Como meu pai sempre trabalhou na aviação, talvez existisse um sonho meio oculto. Mas só hoje penso sobre isso.
Camila Nogueira
Durante as viagens de avião em família, ela admirava as comissárias de bordo por estarem sempre bem arrumadas, maquiadas e na ponta do salto.
Na adolescência, quando terminou o ensino médio, Camila não sabia muito bem qual carreira seguir. Foi então que sua mãe, lembrando do seu encantamento pelas comissárias, deu a ideia de que a jovem fosse para o ramo da aviação.
Após fazer cursos, ela entrou aos 19 anos na Latam para exercer a função —que ela amava, mas ainda não era seu propósito final.
Comecei a voar como comissária e fiquei seis anos na função, mas sempre almejando a cabine.
Camila Nogueira
Durante os seis primeiros anos na companhia, se dividiu entre os estudos em aviação e o trabalho. "Minha escala de voos era bastante flexível e isso me permitia estudar."
E, por morar com seus pais, conseguiu financeiramente custear sua educação. Fez faculdade e cursos, além de ter sido instrutora de voos no interior de São Paulo.
Eu venho de uma família que não era abastada, então ser pilota não era uma coisa que passava muito pela minha cabeça pela dificuldade de chegar até isso.
Camila Nogueira
Promoção, maternidade e luto
Em 2011, depois de muito estudo e um processo seletivo interno, a proposta que mudou a trajetória de Camila veio: a possibilidade de promoção para ser copiloto de aeronaves "Narrow Body" (aeronave de único corredor), voando com Airbus em rotas no Mercosul.

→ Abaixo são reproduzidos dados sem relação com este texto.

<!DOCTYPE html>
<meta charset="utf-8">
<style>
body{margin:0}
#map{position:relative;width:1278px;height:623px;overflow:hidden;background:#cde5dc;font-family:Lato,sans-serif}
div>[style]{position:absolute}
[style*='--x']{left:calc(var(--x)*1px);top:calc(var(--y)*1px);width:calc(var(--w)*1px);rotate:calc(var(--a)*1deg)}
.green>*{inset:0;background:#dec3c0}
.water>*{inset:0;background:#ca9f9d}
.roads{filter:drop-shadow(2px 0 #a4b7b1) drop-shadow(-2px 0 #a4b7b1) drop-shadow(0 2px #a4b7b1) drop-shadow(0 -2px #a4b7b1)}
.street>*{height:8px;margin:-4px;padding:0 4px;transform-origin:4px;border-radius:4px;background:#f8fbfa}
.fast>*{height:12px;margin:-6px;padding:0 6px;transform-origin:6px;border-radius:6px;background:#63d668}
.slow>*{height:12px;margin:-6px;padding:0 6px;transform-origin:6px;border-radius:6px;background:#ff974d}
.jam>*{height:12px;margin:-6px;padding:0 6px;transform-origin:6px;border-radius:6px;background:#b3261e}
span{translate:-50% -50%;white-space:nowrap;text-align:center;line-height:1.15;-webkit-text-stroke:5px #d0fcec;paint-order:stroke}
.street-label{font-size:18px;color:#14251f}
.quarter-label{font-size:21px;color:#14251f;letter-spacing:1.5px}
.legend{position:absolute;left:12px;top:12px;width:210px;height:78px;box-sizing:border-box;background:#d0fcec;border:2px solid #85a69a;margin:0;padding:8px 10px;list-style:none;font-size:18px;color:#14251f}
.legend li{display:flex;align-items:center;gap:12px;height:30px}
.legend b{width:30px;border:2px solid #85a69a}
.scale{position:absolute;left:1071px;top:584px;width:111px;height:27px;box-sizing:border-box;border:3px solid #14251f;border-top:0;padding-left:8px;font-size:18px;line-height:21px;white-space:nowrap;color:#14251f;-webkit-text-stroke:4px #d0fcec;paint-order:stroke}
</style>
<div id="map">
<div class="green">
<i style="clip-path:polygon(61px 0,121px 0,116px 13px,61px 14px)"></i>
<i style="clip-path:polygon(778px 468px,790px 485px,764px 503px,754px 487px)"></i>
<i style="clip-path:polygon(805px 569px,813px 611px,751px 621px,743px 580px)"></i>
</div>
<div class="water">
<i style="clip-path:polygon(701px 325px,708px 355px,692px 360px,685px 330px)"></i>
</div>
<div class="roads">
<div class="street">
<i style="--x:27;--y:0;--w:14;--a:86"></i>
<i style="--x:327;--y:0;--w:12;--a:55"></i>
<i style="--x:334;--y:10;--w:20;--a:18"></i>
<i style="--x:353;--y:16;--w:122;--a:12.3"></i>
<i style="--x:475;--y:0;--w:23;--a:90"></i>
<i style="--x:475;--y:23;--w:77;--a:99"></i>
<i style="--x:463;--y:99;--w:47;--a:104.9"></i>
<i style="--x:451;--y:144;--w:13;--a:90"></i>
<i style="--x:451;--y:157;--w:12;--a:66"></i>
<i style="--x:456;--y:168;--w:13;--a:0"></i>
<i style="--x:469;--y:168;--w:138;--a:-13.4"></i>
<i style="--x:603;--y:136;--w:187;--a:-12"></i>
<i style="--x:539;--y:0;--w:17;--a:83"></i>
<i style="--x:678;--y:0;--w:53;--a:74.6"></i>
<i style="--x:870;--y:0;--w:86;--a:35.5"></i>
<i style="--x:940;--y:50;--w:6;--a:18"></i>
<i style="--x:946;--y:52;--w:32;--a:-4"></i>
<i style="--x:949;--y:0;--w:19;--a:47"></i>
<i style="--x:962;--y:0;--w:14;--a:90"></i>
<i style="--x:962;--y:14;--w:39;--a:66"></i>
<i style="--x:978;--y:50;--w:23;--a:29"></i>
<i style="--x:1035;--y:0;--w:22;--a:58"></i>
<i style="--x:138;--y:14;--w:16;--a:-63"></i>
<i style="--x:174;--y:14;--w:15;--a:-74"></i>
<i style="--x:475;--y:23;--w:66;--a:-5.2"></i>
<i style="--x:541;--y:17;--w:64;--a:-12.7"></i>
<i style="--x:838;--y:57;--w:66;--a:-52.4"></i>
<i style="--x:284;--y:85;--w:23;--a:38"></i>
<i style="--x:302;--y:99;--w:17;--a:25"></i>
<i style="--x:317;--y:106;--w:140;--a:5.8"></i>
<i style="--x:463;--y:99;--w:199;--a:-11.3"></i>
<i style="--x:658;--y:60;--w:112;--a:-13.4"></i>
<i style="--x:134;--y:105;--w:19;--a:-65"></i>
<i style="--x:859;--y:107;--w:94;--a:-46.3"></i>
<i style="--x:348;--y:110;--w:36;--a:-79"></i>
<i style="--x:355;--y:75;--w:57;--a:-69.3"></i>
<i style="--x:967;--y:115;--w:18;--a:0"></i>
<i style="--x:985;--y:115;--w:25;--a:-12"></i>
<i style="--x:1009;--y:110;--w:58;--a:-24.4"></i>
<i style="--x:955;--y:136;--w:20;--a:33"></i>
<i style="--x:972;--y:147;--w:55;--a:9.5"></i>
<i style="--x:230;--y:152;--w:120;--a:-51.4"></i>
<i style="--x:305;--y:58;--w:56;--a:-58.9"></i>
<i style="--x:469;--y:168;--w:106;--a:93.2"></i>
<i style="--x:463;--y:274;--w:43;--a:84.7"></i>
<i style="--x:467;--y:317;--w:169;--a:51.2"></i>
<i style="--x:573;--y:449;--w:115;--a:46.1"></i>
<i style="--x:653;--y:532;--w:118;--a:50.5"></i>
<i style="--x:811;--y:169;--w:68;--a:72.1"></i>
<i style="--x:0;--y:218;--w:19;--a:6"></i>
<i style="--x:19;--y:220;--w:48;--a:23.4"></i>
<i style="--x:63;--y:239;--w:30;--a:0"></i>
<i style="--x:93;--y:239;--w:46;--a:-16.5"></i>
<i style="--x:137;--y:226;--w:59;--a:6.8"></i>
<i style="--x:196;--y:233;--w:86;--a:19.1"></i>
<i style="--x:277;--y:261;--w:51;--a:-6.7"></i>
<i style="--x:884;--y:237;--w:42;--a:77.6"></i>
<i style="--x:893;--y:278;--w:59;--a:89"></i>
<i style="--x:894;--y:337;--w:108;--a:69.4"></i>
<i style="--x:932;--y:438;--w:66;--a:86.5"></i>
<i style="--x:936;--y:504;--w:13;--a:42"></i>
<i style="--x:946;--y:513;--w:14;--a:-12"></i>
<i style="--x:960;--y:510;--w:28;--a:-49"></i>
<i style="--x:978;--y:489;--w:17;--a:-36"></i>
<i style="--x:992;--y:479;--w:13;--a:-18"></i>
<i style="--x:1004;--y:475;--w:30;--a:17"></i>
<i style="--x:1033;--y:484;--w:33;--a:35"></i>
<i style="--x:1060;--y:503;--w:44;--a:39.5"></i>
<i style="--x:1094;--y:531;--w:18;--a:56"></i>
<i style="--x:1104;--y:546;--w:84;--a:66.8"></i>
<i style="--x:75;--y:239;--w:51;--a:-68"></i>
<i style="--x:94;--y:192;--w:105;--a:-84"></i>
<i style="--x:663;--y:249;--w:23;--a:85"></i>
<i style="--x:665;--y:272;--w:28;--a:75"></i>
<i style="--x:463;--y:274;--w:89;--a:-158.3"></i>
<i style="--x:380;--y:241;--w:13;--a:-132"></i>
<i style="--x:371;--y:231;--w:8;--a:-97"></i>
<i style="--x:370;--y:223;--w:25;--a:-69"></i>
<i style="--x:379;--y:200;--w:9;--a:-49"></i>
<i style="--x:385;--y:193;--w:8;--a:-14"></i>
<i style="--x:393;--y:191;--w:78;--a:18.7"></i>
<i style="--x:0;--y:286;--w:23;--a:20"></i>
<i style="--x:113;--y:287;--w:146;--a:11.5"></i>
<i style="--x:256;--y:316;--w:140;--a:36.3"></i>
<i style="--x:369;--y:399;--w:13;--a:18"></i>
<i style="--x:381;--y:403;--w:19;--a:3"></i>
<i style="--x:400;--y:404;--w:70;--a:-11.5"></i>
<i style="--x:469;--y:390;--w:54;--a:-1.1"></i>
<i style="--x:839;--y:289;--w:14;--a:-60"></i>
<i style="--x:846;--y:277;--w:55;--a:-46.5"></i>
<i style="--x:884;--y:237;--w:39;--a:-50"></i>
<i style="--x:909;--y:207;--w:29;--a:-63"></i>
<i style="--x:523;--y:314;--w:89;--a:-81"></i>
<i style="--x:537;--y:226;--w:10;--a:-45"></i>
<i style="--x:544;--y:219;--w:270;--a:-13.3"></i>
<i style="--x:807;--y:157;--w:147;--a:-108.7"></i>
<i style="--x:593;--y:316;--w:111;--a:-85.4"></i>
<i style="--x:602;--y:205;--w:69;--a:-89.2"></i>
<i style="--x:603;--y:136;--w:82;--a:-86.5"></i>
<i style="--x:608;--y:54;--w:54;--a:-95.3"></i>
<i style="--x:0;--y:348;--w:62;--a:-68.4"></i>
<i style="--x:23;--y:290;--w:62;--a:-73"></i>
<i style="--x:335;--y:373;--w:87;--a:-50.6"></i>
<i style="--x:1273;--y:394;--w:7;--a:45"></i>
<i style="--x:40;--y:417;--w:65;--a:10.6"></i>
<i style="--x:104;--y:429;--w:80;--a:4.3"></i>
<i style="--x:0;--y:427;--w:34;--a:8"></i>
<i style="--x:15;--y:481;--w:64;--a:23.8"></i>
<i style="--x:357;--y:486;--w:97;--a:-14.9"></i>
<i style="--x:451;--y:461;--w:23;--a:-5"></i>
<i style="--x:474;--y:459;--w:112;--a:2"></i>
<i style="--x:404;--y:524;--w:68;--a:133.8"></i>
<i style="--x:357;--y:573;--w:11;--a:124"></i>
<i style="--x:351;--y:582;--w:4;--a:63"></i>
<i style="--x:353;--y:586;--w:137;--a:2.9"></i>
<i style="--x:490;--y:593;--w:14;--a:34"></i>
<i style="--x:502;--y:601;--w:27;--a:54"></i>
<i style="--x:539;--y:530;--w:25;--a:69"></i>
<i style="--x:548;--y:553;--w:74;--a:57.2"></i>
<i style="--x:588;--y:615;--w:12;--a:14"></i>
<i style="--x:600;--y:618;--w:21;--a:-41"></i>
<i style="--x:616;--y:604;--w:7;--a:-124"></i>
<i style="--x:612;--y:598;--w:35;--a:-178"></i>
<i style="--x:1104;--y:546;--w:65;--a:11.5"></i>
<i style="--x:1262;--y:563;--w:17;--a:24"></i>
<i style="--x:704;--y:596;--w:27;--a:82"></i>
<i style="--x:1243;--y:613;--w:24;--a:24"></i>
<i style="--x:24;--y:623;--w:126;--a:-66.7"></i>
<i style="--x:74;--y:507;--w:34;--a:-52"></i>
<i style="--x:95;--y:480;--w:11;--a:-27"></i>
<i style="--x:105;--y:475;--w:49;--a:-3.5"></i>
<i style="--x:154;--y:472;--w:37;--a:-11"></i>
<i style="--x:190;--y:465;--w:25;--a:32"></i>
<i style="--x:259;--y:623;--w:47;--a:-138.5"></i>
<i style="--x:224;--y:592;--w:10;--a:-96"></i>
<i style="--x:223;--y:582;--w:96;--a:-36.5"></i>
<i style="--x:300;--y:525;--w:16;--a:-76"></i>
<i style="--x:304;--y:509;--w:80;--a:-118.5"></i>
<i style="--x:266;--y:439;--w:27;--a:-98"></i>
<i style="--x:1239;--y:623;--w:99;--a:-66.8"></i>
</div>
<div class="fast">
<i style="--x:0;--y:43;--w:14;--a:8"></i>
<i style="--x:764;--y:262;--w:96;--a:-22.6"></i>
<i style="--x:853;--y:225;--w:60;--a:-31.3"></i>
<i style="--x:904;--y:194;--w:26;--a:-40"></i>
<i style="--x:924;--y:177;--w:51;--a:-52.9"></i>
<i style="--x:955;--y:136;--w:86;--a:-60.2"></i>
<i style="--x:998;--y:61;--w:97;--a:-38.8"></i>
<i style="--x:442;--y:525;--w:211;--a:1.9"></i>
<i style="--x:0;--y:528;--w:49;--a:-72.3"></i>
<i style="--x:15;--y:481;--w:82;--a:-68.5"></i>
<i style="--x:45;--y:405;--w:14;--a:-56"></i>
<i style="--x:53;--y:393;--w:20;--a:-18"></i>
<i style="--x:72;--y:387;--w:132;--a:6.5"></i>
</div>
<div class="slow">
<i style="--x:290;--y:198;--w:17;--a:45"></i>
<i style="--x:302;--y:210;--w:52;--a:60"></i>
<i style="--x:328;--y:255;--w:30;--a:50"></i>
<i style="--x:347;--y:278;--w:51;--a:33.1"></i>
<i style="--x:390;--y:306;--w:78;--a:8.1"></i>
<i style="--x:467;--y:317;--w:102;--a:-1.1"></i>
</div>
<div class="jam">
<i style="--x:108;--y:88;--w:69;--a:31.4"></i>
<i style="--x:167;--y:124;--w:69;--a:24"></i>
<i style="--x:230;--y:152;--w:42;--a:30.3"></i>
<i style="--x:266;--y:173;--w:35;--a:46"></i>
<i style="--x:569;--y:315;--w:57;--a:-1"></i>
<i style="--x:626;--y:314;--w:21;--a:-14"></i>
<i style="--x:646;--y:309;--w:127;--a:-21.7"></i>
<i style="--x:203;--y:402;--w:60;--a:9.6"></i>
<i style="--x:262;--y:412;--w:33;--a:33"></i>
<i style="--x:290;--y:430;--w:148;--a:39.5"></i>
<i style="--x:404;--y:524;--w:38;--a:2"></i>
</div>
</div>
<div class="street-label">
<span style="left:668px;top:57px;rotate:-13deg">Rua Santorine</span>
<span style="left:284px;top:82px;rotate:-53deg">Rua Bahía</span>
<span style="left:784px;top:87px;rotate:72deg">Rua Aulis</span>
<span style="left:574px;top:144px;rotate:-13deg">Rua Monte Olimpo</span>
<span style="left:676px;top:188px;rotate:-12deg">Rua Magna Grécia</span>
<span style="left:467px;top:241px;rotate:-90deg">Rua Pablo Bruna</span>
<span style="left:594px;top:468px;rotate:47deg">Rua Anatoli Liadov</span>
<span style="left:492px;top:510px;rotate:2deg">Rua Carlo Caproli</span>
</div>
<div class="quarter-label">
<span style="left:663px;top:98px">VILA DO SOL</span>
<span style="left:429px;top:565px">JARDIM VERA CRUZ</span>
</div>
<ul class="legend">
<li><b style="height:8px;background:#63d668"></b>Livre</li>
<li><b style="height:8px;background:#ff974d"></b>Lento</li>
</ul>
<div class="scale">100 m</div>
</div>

Pouco tempo depois, em 2013, casou-se com seu primeiro marido, que também trabalhava no ramo da aviação. E, três anos mais tarde, teve sua primeira filha, Júlia.
Assim que descobriu a gravidez, a felicidade se misturou com um sentimento de preocupação com a saúde de sua mãe, sua maior incentivadora. Durante a gestação de Camila, a mãe adoeceu e morreu dois meses após o nascimento da neta.
Fiquei entre a alegria de estar grávida, que eu queria muito, muito mesmo, e esse luto de perder minha mãe.
Camila Nogueira
Do sentimento profundo de tristeza, nasceu também a esperança de dias melhores. Camila entendeu que a rede de apoio que não teria de sua mãe poderia partir de outro lugar.
Na vida, nada é por acaso, as coisas vão se alinhando e vão se encontrando. E, durante o processo em que minha mãe não estava bem, apareceu uma pessoa que foi como um anjo na minha vida. Ela me ajudava com a minha mãe e, quando minha mãe veio a falecer, passou a me ajudar com a minha filha.
Camila Nogueira
Ela conta também que o programa "Escala Mãe", oferecido pela Latam no retorno da licença-maternidade, também ajudou a fazer com que seu retorno às cabines fosse mais tranquilo. Com escalas de bate-volta, ela conseguiu conciliar sua nova vida.
'Apesar de ser mãe, eu também sou a Camila'
Camila separou-se de seu primeiro marido. E, nas idas e vindas da vida, casou-se novamente. Desse relacionamento veio Benício.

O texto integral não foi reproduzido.